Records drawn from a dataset
::::

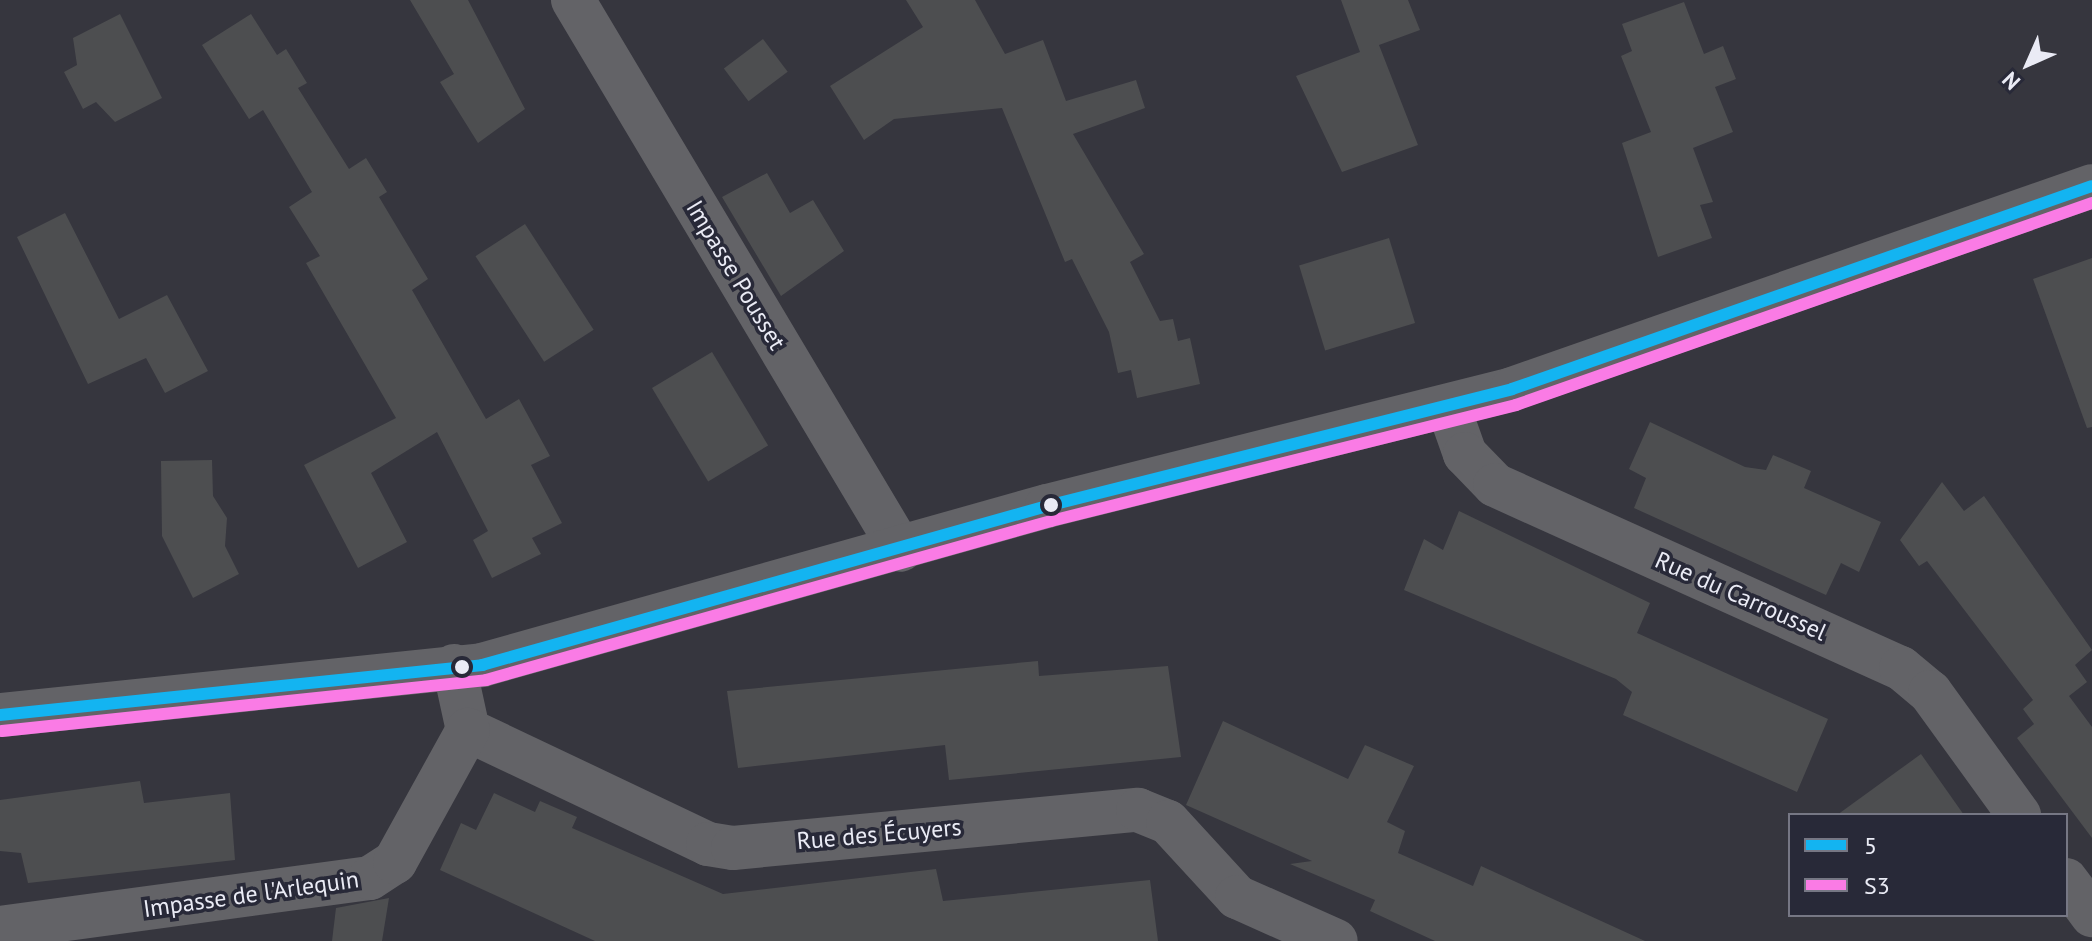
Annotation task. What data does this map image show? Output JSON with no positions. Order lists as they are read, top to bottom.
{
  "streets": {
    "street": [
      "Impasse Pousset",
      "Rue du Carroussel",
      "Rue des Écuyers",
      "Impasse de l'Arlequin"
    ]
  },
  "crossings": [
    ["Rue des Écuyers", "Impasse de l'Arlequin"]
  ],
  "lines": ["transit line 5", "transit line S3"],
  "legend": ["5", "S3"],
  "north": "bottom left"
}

::::

▸ Work instructions
All the records above need to be given again word for word. Skip the pictures.

▸ Answer box
Annotation task. What data does this map image show? Output JSON with no positions. Order lists as they are read, top to bottom.
{
  "streets": {
    "street": [
      "Impasse Pousset",
      "Rue du Carroussel",
      "Rue des Écuyers",
      "Impasse de l'Arlequin"
    ]
  },
  "crossings": [
    ["Rue des Écuyers", "Impasse de l'Arlequin"]
  ],
  "lines": ["transit line 5", "transit line S3"],
  "legend": ["5", "S3"],
  "north": "bottom left"
}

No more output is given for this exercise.